I was looking forward to this post since you mentioned it. Sounds like you´re a very lucky lady. I´d happily trade a diamond ring for your cookbook collection (not that I have one, hence the readiness n saying so, I suspect)

Hi, Lydia! I'm still examining "Cusine Traditionnelle des regions du Quebec" and enjoying recipes and the tourist information it contains. I also have accumulated clippings from newspapers and magazines in my cook book collection and finally have a workable filing system.

Wow...SCORE!

Lobster, I'd rather have a cookbook collection than a diamond ring, too... but I'm weird that way!

Pauline, glad you've figured out how to organize your clippings. Mine are in piles, and piles, and piles.

Steamy, you betcha!

I just returned from our local library's book sale with an armload of used (and not so used)cookbooks. I too love reading the comments made by others...

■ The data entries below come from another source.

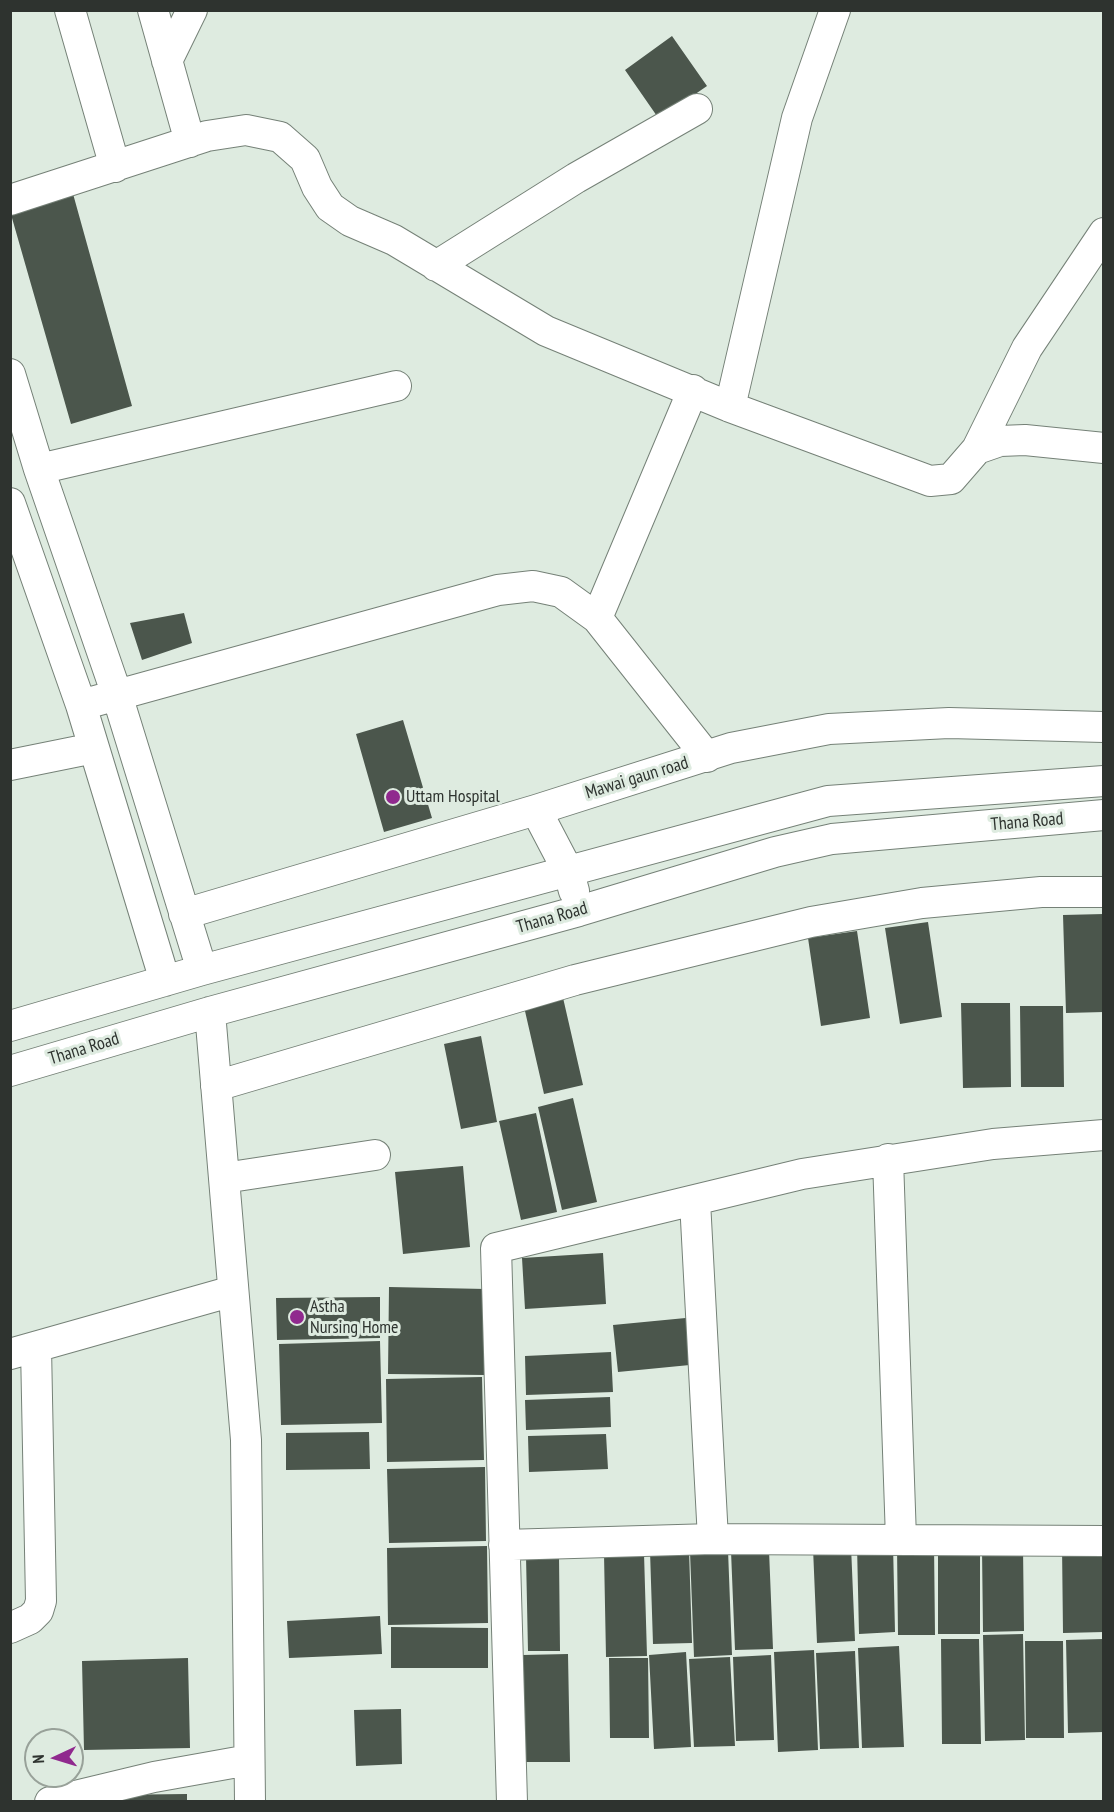 <!DOCTYPE html>
<html>
<head>
<meta charset="utf-8">
<style>
  body { margin:0 }
  #map { position:relative; width:1114px; height:1812px; overflow:hidden; background:#deebe0; font-family:"PT Sans Narrow",sans-serif }
  canvas { display:block }
  .frame { position:absolute; inset:0; border:12px solid #2e332f; pointer-events:none }
  .north { position:absolute; left:24px; top:1728px; width:60px; height:60px; box-sizing:border-box; background:#deebe0; border:2px solid #98a199; border-radius:50%; rotate:266deg; font-size:16px; font-weight:700; line-height:24px; text-align:center; color:#2e332f }
  .north::after { content:''; display:block; margin:auto; width:21px; height:27px; background:#90298e; clip-path:polygon(50% 0,100% 100%,50% 72%,0 100%) }
</style>
</head>
<body>
<div id="map">
<canvas width="1114" height="1812"></canvas>
<div class="frame"></div>
<div class="north">N</div>
</div>
<script>
const g = document.querySelector('canvas').getContext('2d');
g.lineJoin = 'round';
function paint(path, color) { g.fillStyle = color; g.fill(path, 'evenodd'); }
const shape = rows => new Path2D(rows.map(r => 'M' + r).join(''));
function stroke(path, color, width, dash) { g.strokeStyle = color; g.lineWidth = width; g.lineCap = dash ? 'butt' : 'round'; g.setLineDash(dash || []); g.stroke(path); }
function drawText(font, color, halo, rows, align = 'center') {
  g.font = font + ' "PT Sans Narrow",sans-serif'; g.lineWidth = 6; g.setLineDash([]); g.textBaseline = 'middle'; g.strokeStyle = halo; g.fillStyle = color; for (const [text, x, y, turn = 0] of rows) {
    g.save(); g.translate(x, y); g.rotate((+turn || 0) * Math.PI / 180); g.textAlign = isNaN(turn) ? turn : align; if (halo) g.strokeText(text, 0, 0); g.fillText(text, 0, 0); g.restore();
  }
}
const building = shape([
  [672,36,707,86,659,119,625,70],
  [70,183,132,406,71,424,10,211],
  [184,613,192,643,142,660,130,623],
  [403,720,432,818,384,832,356,734],
  [1104,914,1104,1012,1066,1013,1063,915],
  [928,922,942,1017,900,1024,885,928],
  [857,931,870,1018,821,1026,808,938],
  [561,989,583,1085,544,1094,522,998],
  [961,1003,1010,1003,1011,1087,963,1088],
  [1020,1006,1063,1006,1064,1087,1021,1087],
  [481,1036,497,1122,461,1129,444,1044],
  [573,1098,597,1202,562,1210,538,1107],
  [536,1113,557,1212,521,1220,499,1121],
  [463,1166,470,1247,403,1254,395,1172],
  [603,1253,606,1304,525,1309,522,1258],
  [389,1287,486,1289,485,1375,388,1374],
  [380,1297,380,1338,277,1340,276,1298],
  [696,1317,700,1364,618,1372,613,1325],
  [380,1341,382,1423,281,1425,279,1344],
  [611,1352,613,1392,526,1395,525,1356],
  [482,1377,484,1460,387,1462,386,1379],
  [610,1397,611,1427,526,1430,525,1400],
  [369,1432,370,1469,286,1470,286,1433],
  [606,1434,608,1469,529,1472,528,1436],
  [485,1467,486,1541,389,1543,387,1469],
  [893,1544,895,1632,859,1634,857,1545],
  [934,1544,935,1635,898,1635,897,1545],
  [1104,1544,1104,1632,1063,1633,1062,1545],
  [487,1546,488,1623,388,1625,387,1548],
  [851,1546,855,1641,817,1643,813,1548],
  [1023,1547,1024,1631,983,1632,982,1548],
  [938,1548,980,1548,980,1634,938,1634],
  [689,1550,692,1643,653,1644,650,1551],
  [728,1550,732,1655,694,1657,690,1552],
  [769,1550,773,1649,735,1650,731,1551],
  [644,1553,647,1656,606,1657,604,1554],
  [526,1556,559,1556,560,1651,528,1651],
  [380,1616,382,1654,289,1658,287,1621],
  [391,1627,488,1628,488,1668,391,1668],
  [1023,1634,1025,1740,985,1741,983,1635],
  [941,1639,979,1639,981,1744,942,1744],
  [1104,1639,1104,1732,1068,1733,1066,1640],
  [1025,1641,1063,1641,1064,1738,1026,1738],
  [899,1646,904,1747,862,1748,858,1648],
  [814,1650,818,1750,778,1752,774,1652],
  [855,1651,859,1748,820,1749,816,1653],
  [686,1652,691,1747,654,1749,649,1655],
  [568,1654,570,1762,524,1762,523,1655],
  [771,1655,774,1740,736,1741,733,1657],
  [730,1657,735,1746,694,1747,689,1659],
  [188,1658,190,1748,84,1750,82,1661],
  [609,1658,648,1658,649,1738,610,1738],
  [401,1709,402,1764,356,1766,354,1710],
  [187,1794,187,1802,104,1802,103,1795]
]);
const minor = shape([
  [70,10,115,167],
  [153,10,190,142],
  [167,61,192,10],
  [10,200,207,136,246,130,280,137,305,159,317,187,330,207,350,221,394,240,546,331,730,407,930,481,951,479,977,449,1000,441,1025,440,1104,448],
  [436,266,576,178,697,109],
  [10,374,39,469,117,695,202,970],
  [730,407,797,118,835,10],
  [977,449,1027,348,1104,233],
  [39,469,396,386],
  [10,503,81,705,165,981],
  [597,618,693,390],
  [81,705,498,590,533,586,561,592,597,618,707,757],
  [10,765,94,748],
  [536,810,569,873,574,891],
  [184,914,536,810,731,748,829,729,949,723,1104,727],
  [210,1012,246,1440,250,1802],
  [10,1026,202,970,828,801,1104,781],
  [10,1071,210,1012,579,911,775,852,832,839,1104,815],
  [216,1086,575,980,811,922,922,903,1041,892,1104,892],
  [888,1159,901,1539],
  [224,1178,375,1155],
  [695,1201,713,1539],
  [10,1354,233,1291],
  [504,1545,713,1539,1104,1541],
  [10,1628,30,1619,38,1611,41,1601,36,1347],
  [50,1802,154,1777,249,1760],
  [512,1802,496,1248,802,1174,993,1144,1104,1135]
]);
const markers = [
  [393,797,8,"#90298e"],
  [297,1317,8,"#90298e"]
];
const streetNames = [
  ["Mawai gaun road",637,778,-17],
  ["Thana Road",1027,822,-5],
  ["Thana Road",552,918,-16],
  ["Thana Road",84,1049,-17]
];
const poiNames = [
  ["Uttam Hospital",406,797],
  ["Astha",310,1307],
  ["Nursing Home",310,1328]
];
paint(building, '#4b564c');
stroke(minor, '#758177', 32);
stroke(minor, '#fff', 30);
for (const [x, y, r, color] of markers) { const dot = new Path2D(); dot.arc(x, y, r, 0, 2 * Math.PI); g.fillStyle = color; g.fill(dot); stroke(dot, '#deebe0', 2); }
drawText('18px', '#2e332f', '#deebe0', streetNames);
drawText('18px', '#2e332f', '#deebe0', poiNames, 'left');
</script>
</body>
</html> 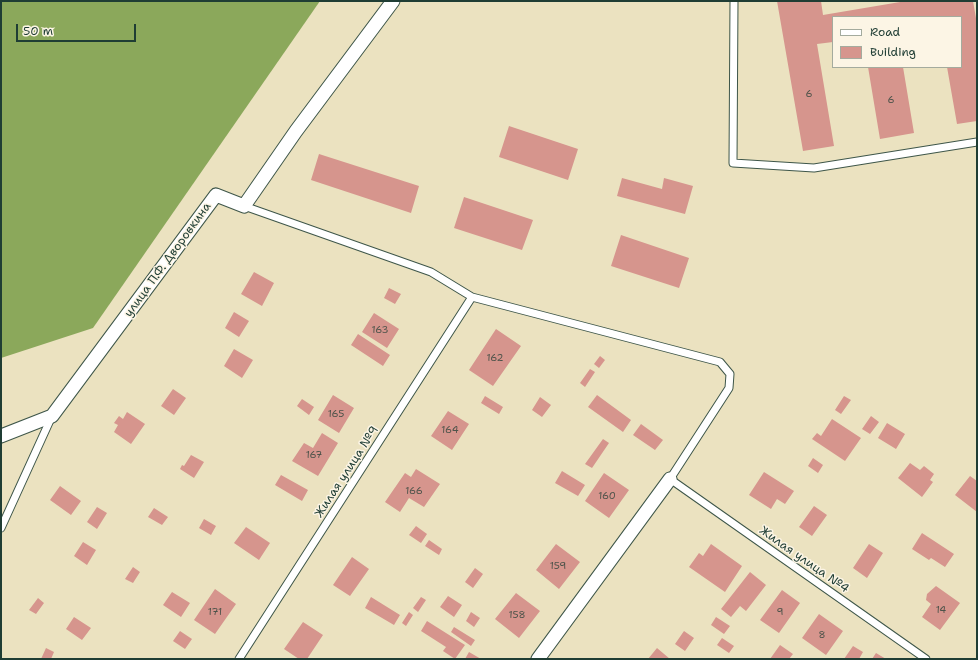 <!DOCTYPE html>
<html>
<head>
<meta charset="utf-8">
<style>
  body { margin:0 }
  #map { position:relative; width:978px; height:660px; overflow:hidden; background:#ebe2c0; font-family:"Shantell Sans",sans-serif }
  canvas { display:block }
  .frame { position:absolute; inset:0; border:2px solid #1f3d34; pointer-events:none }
  .legend { position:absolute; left:832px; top:16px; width:130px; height:52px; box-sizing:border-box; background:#fcf5e5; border:1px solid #a4ab9e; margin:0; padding:5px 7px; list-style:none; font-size:12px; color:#1f3d34 }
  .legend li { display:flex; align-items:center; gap:8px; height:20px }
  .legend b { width:20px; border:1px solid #a4ab9e }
  .scale { position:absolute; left:16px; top:24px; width:120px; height:18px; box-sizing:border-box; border:2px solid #1f3d34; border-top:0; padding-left:5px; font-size:12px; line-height:14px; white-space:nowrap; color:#1f3d34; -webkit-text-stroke:3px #fcf5e5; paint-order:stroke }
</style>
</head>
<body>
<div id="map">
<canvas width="978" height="660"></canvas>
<div class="frame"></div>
<ul class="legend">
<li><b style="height:5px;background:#fff"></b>Road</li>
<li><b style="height:11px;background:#d6958d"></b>Building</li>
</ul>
<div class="scale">50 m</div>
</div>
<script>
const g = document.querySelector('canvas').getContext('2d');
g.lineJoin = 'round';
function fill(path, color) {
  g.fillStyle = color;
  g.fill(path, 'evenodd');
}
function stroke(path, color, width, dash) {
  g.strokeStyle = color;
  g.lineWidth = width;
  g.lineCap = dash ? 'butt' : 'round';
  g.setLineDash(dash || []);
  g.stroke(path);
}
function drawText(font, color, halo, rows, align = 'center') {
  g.font = font + ' "Shantell Sans",sans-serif';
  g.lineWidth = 3;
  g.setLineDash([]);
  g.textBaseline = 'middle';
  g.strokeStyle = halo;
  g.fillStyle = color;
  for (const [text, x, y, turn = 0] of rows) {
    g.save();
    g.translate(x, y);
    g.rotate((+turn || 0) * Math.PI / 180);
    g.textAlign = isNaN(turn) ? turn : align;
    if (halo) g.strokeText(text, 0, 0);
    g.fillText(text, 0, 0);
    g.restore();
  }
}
fill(new Path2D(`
  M1,1H320L93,328L1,358Z`), '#8ba85b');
fill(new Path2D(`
  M777,1H821L823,15L906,1H973L977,24V121L957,124L947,67H961V17H833V42L817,44L834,146L803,151Z
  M868,67H903L914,133L880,139Z
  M509,126L578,149L568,180L499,157Z
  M319,154L419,186L411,213L311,180Z
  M622,178L662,189L664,178L693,186L685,214L617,196Z
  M464,197L533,220L522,250L454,228Z
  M621,235L689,258L679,288L611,266Z
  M254,272L274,283L262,306L241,294Z
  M389,288L401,294L395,304L384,298Z
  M234,312L249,321L239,337L225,328Z
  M374,313L399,329L387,348L362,332Z
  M496,329L521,346L493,386L469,370Z
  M358,334L390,355L383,366L351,345Z
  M234,349L253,360L242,378L224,366Z
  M600,356L605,360L599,368L594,364Z
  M590,369L595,372L585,387L580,383Z
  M173,389L186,398L174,415L161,406Z
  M333,395L354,408L339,433L318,420Z
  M597,395L631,420L623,432L588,407Z
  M485,396L503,407L499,414L481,403Z
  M844,396L851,400L841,414L835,410Z
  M540,397L551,405L542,417L532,410Z
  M302,399L314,407L309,415L297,406Z
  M448,411L469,424L452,450L431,436Z
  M127,412L145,424L131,444L114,432L118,425L114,423L119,416L123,419Z
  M871,416L879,422L870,434L862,429Z
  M832,419L861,438L845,461L812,439L817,433L821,436Z
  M887,423L905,434L896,449L878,438Z
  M641,424L663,440L655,450L633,435Z
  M322,433L338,443L318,476L292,461L304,443L313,448Z
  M603,439L609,443L592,468L585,464Z
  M191,455L204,462L194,478L180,469L182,465L184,466Z
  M813,458L823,465L818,473L808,466Z
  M910,463L920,470L924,466L934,474L930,480L933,482L922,497L898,478Z
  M416,469L440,484L424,507L409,498L400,512L385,502L405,473L411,477Z
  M562,471L585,485L578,496L555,483Z
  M764,472L794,491L785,504L777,499L771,509L749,495Z
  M604,473L629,490L609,518L585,501Z
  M281,475L308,490L302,501L275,485Z
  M970,476L977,481V512L955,495Z
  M60,486L81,501L71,515L50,500Z
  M814,506L827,515L812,536L799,527Z
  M97,507L107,513L97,529L87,522Z
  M154,508L168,517L162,525L148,517Z
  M204,519L216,526L211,535L199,528Z
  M416,526L427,534L421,543L409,535Z
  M246,527L270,543L259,560L234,543Z
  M922,533L954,554L945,567L931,558L929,560L912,549Z
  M429,540L442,549L439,555L425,546Z
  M83,542L96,550L87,565L74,556Z
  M556,544L580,562L559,589L536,570Z
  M711,544L742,566L725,592L689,567L699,553L703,556Z
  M869,544L883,553L867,578L853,568Z
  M352,557L369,569L350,596L333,585Z
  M133,567L140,572L133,583L125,579Z
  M475,568L483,574L473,588L465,582Z
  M750,572L766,585L746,611L740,606L731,617L721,609Z
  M936,586L960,603L940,630L922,617L931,604L926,600L927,594Z
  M215,589L236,604L215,634L194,620Z
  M782,590L800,603L779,633L760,620Z
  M172,592L190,603L181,617L163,605Z
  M516,593L540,611L519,638L495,619Z
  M448,596L462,605L454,617L440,607Z
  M371,597L400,615L394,625L365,608Z
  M421,597L426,600L418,612L413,608Z
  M38,598L44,603L36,614L29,610Z
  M409,612L413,615L406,626L402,623Z
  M471,612L480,618L474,627L466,621Z
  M819,614L843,631L826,655L802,638Z
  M74,617L91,628L82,640L66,629Z
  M716,617L730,626L724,634L711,625Z
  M427,621L465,645L455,659L443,651L446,647L421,631Z
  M303,622L323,635L307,659H299L284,649Z
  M454,627L475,640L471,646L451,632Z
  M180,631L192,639L185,649L173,641Z
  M684,631L694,638L685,651L675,644Z
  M722,638L734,646L729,653L717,645Z
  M780,645L793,654L789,659H770Z
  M853,646L863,652L859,659H844Z
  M46,648L54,652L51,659H41Z
  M657,648L670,659H648Z
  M469,652L481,659H465Z
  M876,653L886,659H872Z`), '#d6958d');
const lane = new Path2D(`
  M734,1L733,163L814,168L977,142
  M244,206L431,272L472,297L720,362L730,374L729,388L670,479L926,659
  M1,528L52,416
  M239,659L472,297`);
const street = new Path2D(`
  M1,436L52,416L216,195L244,206L296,131L393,1
  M538,659L670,479`);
stroke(lane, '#3e5649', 9);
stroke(street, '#3e5649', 15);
stroke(lane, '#fff', 7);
stroke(street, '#fff', 13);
drawText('10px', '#4d534a', null, [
  ["6",809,94],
  ["6",891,100],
  ["163",380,330],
  ["162",495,358],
  ["165",336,414],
  ["164",450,430],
  ["167",314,455],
  ["166",414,491],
  ["160",607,496],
  ["159",558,566],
  ["14",941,610],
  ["171",215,612],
  ["9",780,612],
  ["158",517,615],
  ["8",822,635]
]);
drawText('12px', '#1f3d34', '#fcf5e5', [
  ["улица П.Ф. Дворовкина",168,260,-54],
  ["Жилая улица №9",347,472,-57],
  ["Жилая улица №4",804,560,35]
]);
</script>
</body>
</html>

Diane, library book sales are a great source of cookbooks. Now, if you can only put them down long enough to get to the Red Sox parade this afternoon....!!

It sounds like you have a pretty nice collection! I especially admire that your husband brings back a local cookbook from each destination he travels to. That must be a very eclectic collection!

I do love a little peek into other cookbook collectors librarys!!

Hillary, my library is very eclectic, but built around the basics -- some classic all-purpose cookbooks, a good ethnic collection, a baking section (though I do not bake -- but my husband does), a good number of books for kids/grandkids, food lit, and reference books. And then there's everything else, including wonderful old books, local finds, etc.

Kelly-Jane, this is just the tip of the iceberg, I'm afraid!!

That sounds like a delicious recipe. I've been meaning to start trying my hand at breads and this sounds like a delicious way to start

Mike, it's been fun reading about your adventures in the kitchen. I'm sure you'll have fun with breads, too.

How funny -- I grew up near Mystic Seaport! We used to go on field trips there in grade school. The cookbook was made in Mystic, Connecticut, right?

Katy, yes indeed, Mystic Seaport! It was done as a fundraiser and sold at the museum store.